After a rocky start to the new year, March may have finally put the crypto markets back on an upward trajectory. In February, news of the war between Russia and Ukraine created significant opportunities for traders to re-enter the market at reduced prices. However, this did not last long.

The market soon began to recover, with traders expecting Bitcoin (BTC) to drop below $40,000 once again sitting on the sidelines.

The whales remain cautious

On March 28, Bitcoin surged back above $48,000 after nearly three months of consolidation. But surprisingly, key stakeholders with 100 to 10,000 BTC in their wallets have quietly continued to make profits.

The whales dumped 178,150 BTC over the course of five months, which is equivalent to $8.39 billion at current price levels.

However, holders of Tether for Sharks and Whales (USDT) have also dumped $816.4 million worth of Tether in just three weeks, further compounding the concern. A bullish scenario would typically require these high-end traders to hold more USDT as it implies more purchasing power.

Inactive investments on the move

One of the main metrics from Santiment that confirms that a flat or bear market may be ending is the average investment age in dollars, and it measures the average age of investments in Bitcoin.

In short, a flattened or shortened period indicates that previously dormant tokens have been moving and reveals a higher probability of a long-term bullish price movement.

A prolonged period of decline can be seen for the first time in 2022, aside from a few one-day drops in BTC’s dollar investment average age line. In most cases, the gradual decline of this line portends good long-term prospects for an asset’s price.

Market problems have subsided in March

But what drove prices up in March so quickly? For starters, there is less talk of war, COVID-19 cases, and higher inflation on crypto forums, indicating that the community may believe that these market tensions are past their worst points.

Big Bitcoin transactions appear

Whales become active when prices have had a sustained pattern of rising or falling. When the markets are flatter, there is less activity. With March bringing huge profits left and right, it was only a matter of time until the whales made their moves. The number of transactions exceeding a value of $100,000 or more skyrocketed to 3,266 separate transactions just before March 28.

Unsurprisingly, this big spike on March 28 and the day before signaled that the whales were making profits, which preceded a price correction for Bitcoin and the rest of the markets and foreshadowed where traders could and should take profits. optimally.

Transactions in profit increased as whale transactions increased

Santiment has a separate metric known as the Earnings vs Transactions Ratio. Loss, which compares the profitability with the number of transactions. A higher ratio indicates that more trades result in a profit, which could eventually indicate a cap if the ratio is too high and vice versa. Both Bitcoin and Ether (ETH) experienced the most significant spikes in four months on March 28, meaning that both coins had more than three times the amount of transactions made while the coins were in profit, compared to losses.

Is the market ready to change gears?

Eventually, crypto traders were proven correct as there was a correction to $44,000. However, Santiment recorded a continuing pattern of negative comments that outweighed the positive comments on various social media platforms. Generally, when the crowd thinks prices will go down, prices can actually bounce back. And vice versa, prices tend to plummet when the crowd is too euphoric and excited.

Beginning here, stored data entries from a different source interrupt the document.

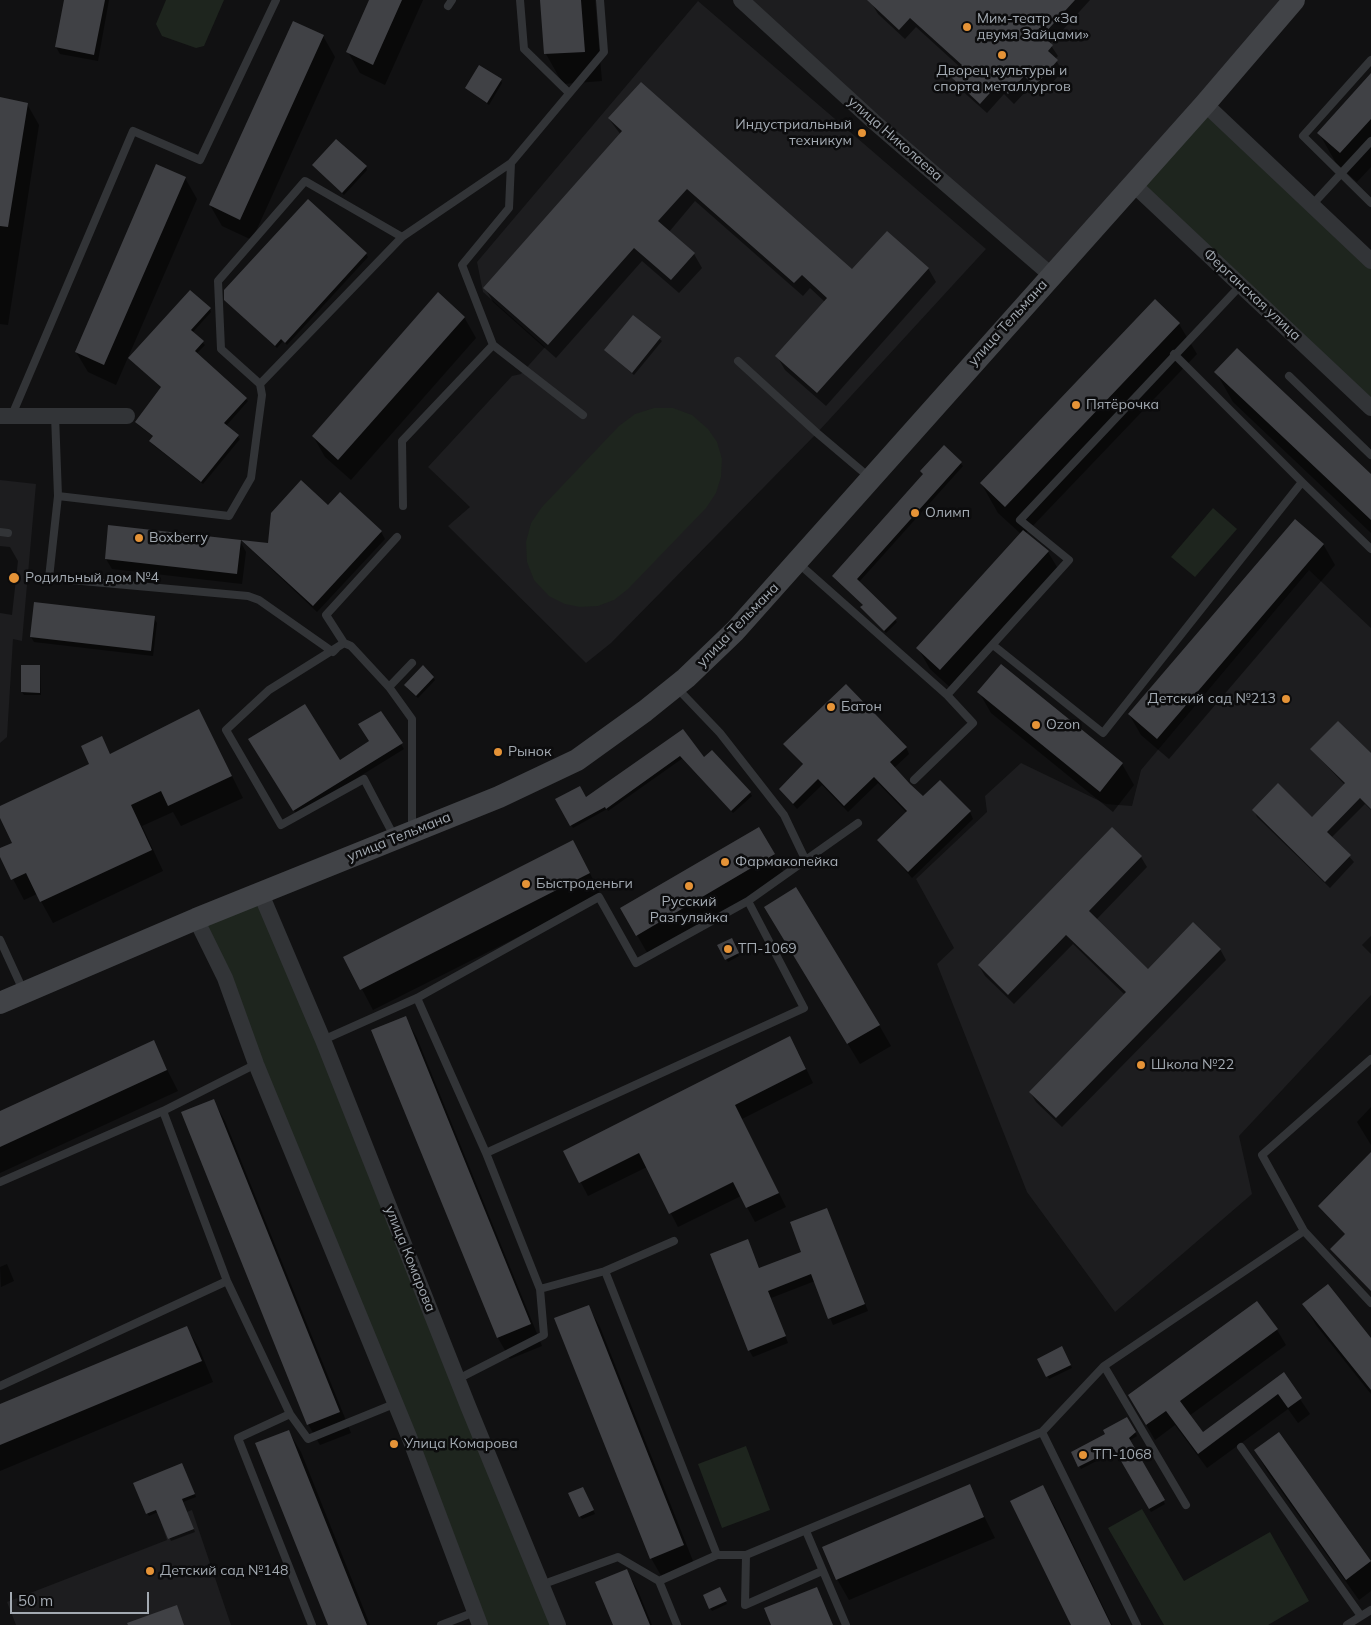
<!DOCTYPE html>
<html>
<head>
<meta charset="utf-8">
<style>
  body { margin:0 }
  #map { position:relative; width:1371px; height:1625px; overflow:hidden; background:#111112; font-family:Mulish,sans-serif }
  canvas { display:block }
  .scale { position:absolute; left:10px; top:1592px; width:139px; height:22px; box-sizing:border-box; border:2px solid #a3aab2; border-top:0; padding-left:6px; font-size:15px; line-height:18px; white-space:nowrap; color:#a3aab2; -webkit-text-stroke:4px #0c0c0d; paint-order:stroke }
</style>
</head>
<body>
<div id="map">
<canvas width="1371" height="1625"></canvas>
<div class="scale">50 m</div>
</div>
<script>
const ctx = document.querySelector('canvas').getContext('2d');
ctx.lineJoin = 'round';
function fill(path, color) { ctx.fillStyle = color; ctx.fill(path, 'evenodd'); }
const toPath = rows => new Path2D(rows.map(r => 'M' + r).join(''));
function trace(path, color, width, dash) { ctx.strokeStyle = color; ctx.lineWidth = width; ctx.lineCap = dash ? 'butt' : 'round'; ctx.setLineDash(dash || []); ctx.stroke(path); }
function drawText(font, color, halo, rows, align = 'center') {
  ctx.font = font + ' Mulish,sans-serif'; ctx.lineWidth = 5; ctx.setLineDash([]); ctx.textBaseline = 'middle'; ctx.strokeStyle = halo; ctx.fillStyle = color; for (const [text, x, y, turn = 0] of rows) {
    ctx.save(); ctx.translate(x, y); ctx.rotate((+turn || 0) * Math.PI / 180); ctx.textAlign = isNaN(turn) ? turn : align; if (halo) ctx.strokeText(text, 0, 0); ctx.fillText(text, 0, 0); ctx.restore();
  }
}
const built = toPath([
  [741,0,1294,0,1051,275],
  [698,1,986,249,817,433,611,643,586,663,448,526,470,507,428,467,512,376,521,374,545,347,483,292,477,262],
  [0,480,36,484,22,641,13,639,7,737,0,743],
  [1309,570,1371,628,1371,936,1362,945,1371,954,1371,995,1239,1136,1252,1194,1115,1312,1027,1192,937,964,954,948,916,879,987,812,985,796,1021,763,1106,804,1132,806,1141,770],
  [192,1510,231,1625,16,1625,7,1602,167,1540,161,1522]
]);
const green = toPath([
  [166,0,224,0,204,46,196,48,162,36,156,24],
  [1205,104,1371,261,1371,408,1132,183],
  [654,408,673,408,692,415,708,429,717,442,722,459,721,477,716,493,706,508,628,589,614,600,598,606,580,607,565,604,549,596,534,580,527,562,526,542,531,523,542,507,619,426,635,414],
  [1213,508,1237,529,1195,577,1171,557],
  [261,894,558,1625,480,1625,196,919],
  [746,1446,770,1510,722,1528,698,1464],
  [1142,1509,1184,1581,1270,1532,1309,1601,1268,1625,1164,1625,1108,1528]
]);
const shadow = toPath([
  [65,0,109,0,98,61,60,54,56,47],
  [371,0,423,0,385,85,360,73,348,52],
  [541,0,595,0,602,81,563,84,546,54],
  [875,0,1090,0,1050,44,1058,56,1055,59,1063,71,1041,95,1031,86,1014,104,1004,94,987,113,959,88,953,77,961,68,916,27,905,39,878,14,872,4],
  [323,36,335,57,252,240,222,226,210,205],
  [1371,75,1371,167,1357,182,1336,163,1319,133],
  [501,80,502,83,489,105,466,88],
  [0,98,27,104,39,125,8,325,0,324],
  [609,119,852,271,928,268,936,282,826,406,785,370,777,356,825,302,810,288,803,296,695,201,669,232,694,254,702,268,679,293,642,261,556,358,493,302,485,288,621,135],
  [313,165,366,167,367,170,344,195],
  [185,178,197,199,116,385,88,372,76,352],
  [366,254,368,257,287,345,283,341,277,348,228,303],
  [1155,300,1179,324,1197,354,1026,533,1048,552,1060,572,953,690,930,669,918,648,1021,534,998,513,981,483],
  [210,309,211,312,192,333,205,345,196,354,248,401,226,426,240,439,203,484,152,444,154,437,138,425,137,422,162,388,132,361],
  [633,316,662,341,634,375,605,350],
  [464,317,476,338,351,480,325,457,313,436],
  [1216,372,1371,476,1371,533,1233,402],
  [944,447,963,466,859,582,897,622,886,633,864,610,864,606,835,579,924,475],
  [341,494,381,532,385,539,317,612,243,542,269,545,329,507],
  [240,541,246,552,242,584,112,569,106,559],
  [1323,544,1335,565,1169,759,1141,735,1129,714],
  [0,546,10,547,18,561,12,615,0,613],
  [154,618,157,623,153,656,34,642,31,637],
  [40,666,41,695,24,695,22,692],
  [1001,666,1122,764,1134,785,1113,812,991,713,979,692],
  [423,667,435,680,418,698,407,688],
  [199,710,243,798,181,826,173,812,142,826,163,871,53,923,37,894,24,900,0,854,0,849,13,843,0,815,0,807,91,765,101,738,111,755],
  [381,713,404,749,297,815,250,740,339,762,371,742],
  [683,730,703,759,750,793,752,796,733,813,683,758,608,811,607,809,573,828,557,800,585,799],
  [785,744,906,747,909,754,894,768,923,798,970,812,973,819,912,878,879,840,907,813,878,783,848,812,822,785,797,809,780,789,804,766],
  [1311,749,1371,755,1371,810,1365,804,1332,837,1354,862,1330,888,1257,817,1254,810,1312,818,1345,785],
  [758,829,786,876,649,956,622,909],
  [1113,829,1141,857,1147,867,1096,920,1148,971,1220,949,1226,960,1062,1127,1036,1102,1030,1092,1125,995,1073,944,1014,1004,985,976,979,966],
  [584,862,601,895,373,1010,345,957],
  [778,928,879,1025,891,1046,860,1064],
  [731,940,739,956,728,962,719,946],
  [405,1017,417,1038,542,1346,510,1359,498,1338,373,1030],
  [153,1042,178,1091,0,1173,0,1113],
  [798,1052,813,1083,742,1119,786,1207,755,1222,741,1196,678,1227,647,1167,588,1196,565,1152],
  [213,1100,225,1121,351,1433,320,1445,308,1424],
  [1371,1107,1371,1145,1357,1122],
  [827,1209,868,1311,833,1325,815,1281,771,1298,788,1343,753,1357,749,1350,747,1241,760,1269,803,1252],
  [7,1264,14,1281,1,1287,0,1267],
  [1304,1305,1371,1340,1371,1394,1316,1325],
  [588,1306,600,1327,695,1566,663,1579,651,1558],
  [187,1328,199,1348,213,1382,0,1471,0,1405],
  [1277,1330,1286,1345,1189,1416,1202,1434,1283,1374,1310,1414,1298,1423,1288,1409,1207,1468,1175,1425,1155,1440,1129,1395],
  [1062,1348,1072,1368,1049,1379,1039,1359],
  [1127,1418,1137,1436,1129,1441,1165,1504,1151,1512,1116,1451,1081,1469,1072,1452,1107,1435],
  [289,1432,301,1452,370,1625,329,1625],
  [1279,1434,1371,1563,1371,1591,1359,1600,1267,1471,1255,1450],
  [183,1467,196,1497,183,1502,195,1532,171,1541,158,1512,149,1516,147,1513],
  [969,1486,995,1538,849,1600,837,1579],
  [1043,1487,1055,1507,1112,1625,1072,1625],
  [584,1491,595,1514,582,1519,580,1516],
  [626,1570,638,1591,652,1625,614,1625],
  [721,1592,727,1604,712,1611,710,1608]
]);
const building = toPath([
  [64,0,105,0,94,55,55,47],
  [369,0,402,0,373,65,346,52],
  [540,0,581,0,585,52,544,54],
  [867,0,1075,0,1042,36,1053,45,1048,51,1058,60,1035,86,1024,76,1008,94,998,84,980,104,951,77,962,65,910,18,899,30],
  [293,21,324,35,240,220,209,205],
  [479,65,502,79,487,103,465,88],
  [1371,73,1371,119,1340,153,1317,133],
  [641,82,852,269,887,231,929,268,817,393,775,356,827,298,802,275,794,283,687,189,658,221,695,253,671,280,634,248,548,345,483,288,622,131,608,118],
  [0,97,28,103,8,227,0,226],
  [336,139,367,166,342,193,312,165],
  [156,164,186,177,104,365,75,352],
  [308,199,367,253,285,343,281,339,275,346,224,300,224,290],
  [190,290,211,308,191,330,204,341,195,351,247,398,224,423,239,435,201,482,149,441,153,436,135,422,161,387,128,358],
  [438,292,465,317,338,460,312,436],
  [1155,299,1180,323,1005,507,980,483],
  [633,315,661,337,632,373,604,350],
  [1237,348,1371,474,1371,520,1214,372],
  [944,445,962,462,857,579,897,618,884,631,860,607,863,605,832,576,923,474,920,471],
  [301,480,328,505,340,492,382,531,313,606,241,540,268,543,271,513],
  [1295,519,1324,544,1157,739,1128,714],
  [108,525,241,540,237,574,105,559],
  [1023,530,1049,551,940,670,916,648],
  [34,602,155,616,151,651,30,637],
  [1001,664,1123,763,1100,792,977,692],
  [21,665,40,665,40,693,21,692],
  [423,665,434,677,416,696,404,685],
  [846,684,907,747,890,762,910,784,923,796,940,780,971,811,908,872,877,840,907,811,874,777,844,806,818,779,793,804,779,789,803,764,783,744],
  [305,704,340,760,369,741,358,724,381,711,403,743,293,811,248,739],
  [199,709,232,776,168,806,161,791,131,805,152,850,40,902,26,873,11,880,0,857,0,848,12,843,0,818,0,806,89,764,81,746,102,736,110,754],
  [1338,721,1371,753,1371,809,1360,798,1327,832,1351,855,1325,882,1252,810,1278,783,1312,817,1345,783,1310,749],
  [683,729,704,757,712,750,751,792,731,811,680,756,606,809,605,807,570,826,555,799,580,786,586,797],
  [759,827,775,854,636,936,620,908],
  [1112,827,1142,856,1089,911,1148,969,1193,922,1221,949,1056,1118,1029,1092,1126,992,1066,935,1008,995,978,965],
  [573,840,590,873,360,990,343,957],
  [796,887,880,1025,847,1044,764,907],
  [732,938,739,953,725,960,717,945],
  [406,1016,531,1324,497,1338,371,1030],
  [790,1036,806,1069,735,1105,779,1193,746,1208,733,1182,669,1214,639,1153,579,1183,563,1151],
  [154,1040,167,1070,0,1147,0,1111],
  [214,1099,340,1412,307,1425,181,1112],
  [1371,1152,1371,1291,1330,1249,1345,1234,1318,1206],
  [827,1208,865,1304,828,1319,811,1274,768,1291,786,1336,748,1351,710,1254,748,1239,759,1268,801,1252,790,1222],
  [1328,1284,1371,1338,1371,1390,1302,1304],
  [1257,1301,1278,1329,1180,1401,1203,1432,1284,1372,1302,1398,1288,1408,1278,1394,1198,1454,1166,1411,1146,1425,1128,1395],
  [589,1305,684,1545,650,1559,554,1318],
  [187,1326,202,1361,0,1445,0,1404],
  [1062,1346,1071,1365,1046,1377,1037,1359],
  [1127,1417,1136,1432,1129,1438,1165,1500,1149,1509,1114,1449,1078,1467,1071,1452,1105,1434,1103,1430],
  [289,1430,367,1625,328,1625,255,1443],
  [1279,1432,1371,1561,1346,1580,1254,1450],
  [182,1463,195,1494,182,1499,194,1529,168,1539,156,1510,146,1514,133,1483],
  [970,1484,984,1517,836,1580,822,1547],
  [1043,1485,1111,1625,1071,1625,1010,1501],
  [583,1487,594,1510,579,1517,568,1493],
  [627,1569,650,1625,613,1625,595,1582],
  [720,1587,727,1601,709,1609,703,1595],
  [817,1587,833,1625,771,1625,764,1608],
  [177,1605,184,1625,128,1625,127,1623]
]);
const lane = toPath([
  [520,0,524,49,569,93],
  [448,6,452,0],
  [1371,60,1303,136,1371,203],
  [1312,205,1371,141],
  [402,237,305,181,218,281,221,349,260,384,402,237,511,163],
  [493,345,583,415],
  [1174,354,1302,482],
  [738,361,817,433,869,477],
  [1289,376,1371,455],
  [12,415,133,131,200,160,276,0],
  [55,415,58,496,229,516,251,478,262,395,260,384],
  [58,496,49,578,248,596,259,600,333,652,336,649],
  [403,506,402,441,493,345,462,265,509,208,511,163,604,52,600,0],
  [0,532,8,533],
  [397,537,326,615,344,643,351,646,389,687,412,719,412,829],
  [798,563,947,695,973,723,914,780],
  [344,643,269,690,226,730,281,825,364,779,395,838],
  [993,645,1103,733,1302,482,1371,549],
  [389,687,412,663],
  [677,688,720,733,784,815,806,861],
  [947,695,1069,560,1020,520,1241,285],
  [0,940,23,990],
  [417,998,486,1153,540,1289,544,1335,458,1379],
  [323,1040,417,998,599,897,636,963,748,901,858,823],
  [1371,1059,1262,1155,1304,1231,1371,1303],
  [256,1064,163,1111,227,1281,290,1414,238,1438,312,1625],
  [486,1153,804,1008,748,901],
  [0,1182,163,1111],
  [605,1271,674,1241],
  [540,1289,605,1271,717,1555,659,1581],
  [0,1386,227,1281],
  [290,1414,308,1439,394,1404],
  [1042,1432,1137,1625],
  [1241,1447,1361,1616],
  [1186,1505,1104,1366,1304,1231],
  [806,1531,846,1625],
  [717,1555,746,1555,1042,1432,1104,1366],
  [746,1555,745,1605,822,1571],
  [541,1585,618,1557,659,1581,677,1625],
  [441,1625,475,1612],
  [1347,1625,1371,1610]
]);
const street = toPath([
  [741,0,873,121,1051,275],
  [1205,104,1371,261],
  [1132,183,1371,408],
  [0,416,127,416],
  [261,894,323,1040,468,1406,558,1625],
  [196,919,225,978,256,1064,410,1439,480,1625]
]);
const secondary = toPath([
  [0,1003,196,919,499,797,577,760,645,711,686,678,735,631,1205,104,1294,0]
]);
const markers = [
  [967,27,5,"#e59337"],
  [1002,55,5,"#e59337"],
  [862,133,5,"#e59337"],
  [1076,405,5,"#e59337"],
  [915,513,5,"#e59337"],
  [139,538,5,"#e59337"],
  [14,578,6,"#e59337"],
  [1286,699,5,"#e59337"],
  [831,707,5,"#e59337"],
  [1036,725,5,"#e59337"],
  [498,752,5,"#e59337"],
  [725,862,5,"#e59337"],
  [526,884,5,"#e59337"],
  [689,886,5,"#e59337"],
  [728,949,5,"#e59337"],
  [1141,1065,5,"#e59337"],
  [394,1444,5,"#e59337"],
  [1083,1455,5,"#e59337"],
  [150,1571,5,"#e59337"]
];
const poiNames = [
  ["Мим-театр «За",977,19],
  ["двумя Зайцами»",977,35],
  ["Дворец культуры и",1002,71,"center"],
  ["спорта металлургов",1002,87,"center"],
  ["Индустриальный",852,125,"right"],
  ["техникум",852,141,"right"],
  ["Пятёрочка",1086,405],
  ["Олимп",925,513],
  ["Boxberry",149,538],
  ["Родильный дом №4",25,578],
  ["Детский сад №213",1276,699,"right"],
  ["Батон",841,707],
  ["Ozon",1046,725],
  ["Рынок",508,752],
  ["Фармакопейка",735,862],
  ["Быстроденьги",536,884],
  ["Русский",689,902,"center"],
  ["Разгуляйка",689,918,"center"],
  ["ТП-1069",738,949],
  ["Школа №22",1151,1065],
  ["Улица Комарова",404,1444],
  ["ТП-1068",1093,1455],
  ["Детский сад №148",160,1571]
];
const streetNames = [
  ["улица Николаева",895,139,41],
  ["Ферганская улица",1252,295,43],
  ["улица Тельмана",1008,323,-48],
  ["улица Тельмана",738,625,-46],
  ["улица Тельмана",399,837,-22],
  ["улица Комарова",410,1259,68]
];
fill(built, '#1d1d1f');
fill(green, '#1e251e');
fill(shadow, '#0007');
fill(building, '#404145');
trace(lane, '#323437', 8);
trace(street, '#323437', 16);
trace(secondary, '#414347', 22);
for (const [x, y, r, color] of markers) { const dot = new Path2D(); dot.arc(x, y, r, 0, 2 * Math.PI); ctx.fillStyle = color; ctx.fill(dot); trace(dot, '#0c0c0d', 2); }
drawText('14px', '#a3aab2', '#0c0c0d', poiNames, 'left');
drawText('14px', '#a3aab2', '#0c0c0d', streetNames);
</script>
</body>
</html>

March was full of negative sentiment and has remained so since news of the conflict in Eastern Europe broke in the last week of February. Now that a mid-sized price pullback has occurred, which was a rare thing in March, the markets should shift into speculation mode as to whether this is the time to buy.

Cointelegraph’s Market Insights newsletter shares our insights into the fundamentals that drive the digital asset market. This analysis was prepared by leading analytics provider Santiment, a market intelligence platform that provides on-chain, social, and development insights on over 2,000 cryptocurrencies.

Santiment develops hundreds of tools, strategies, and indicators to help users better understand cryptocurrency market behavior and identify data-driven investment opportunities.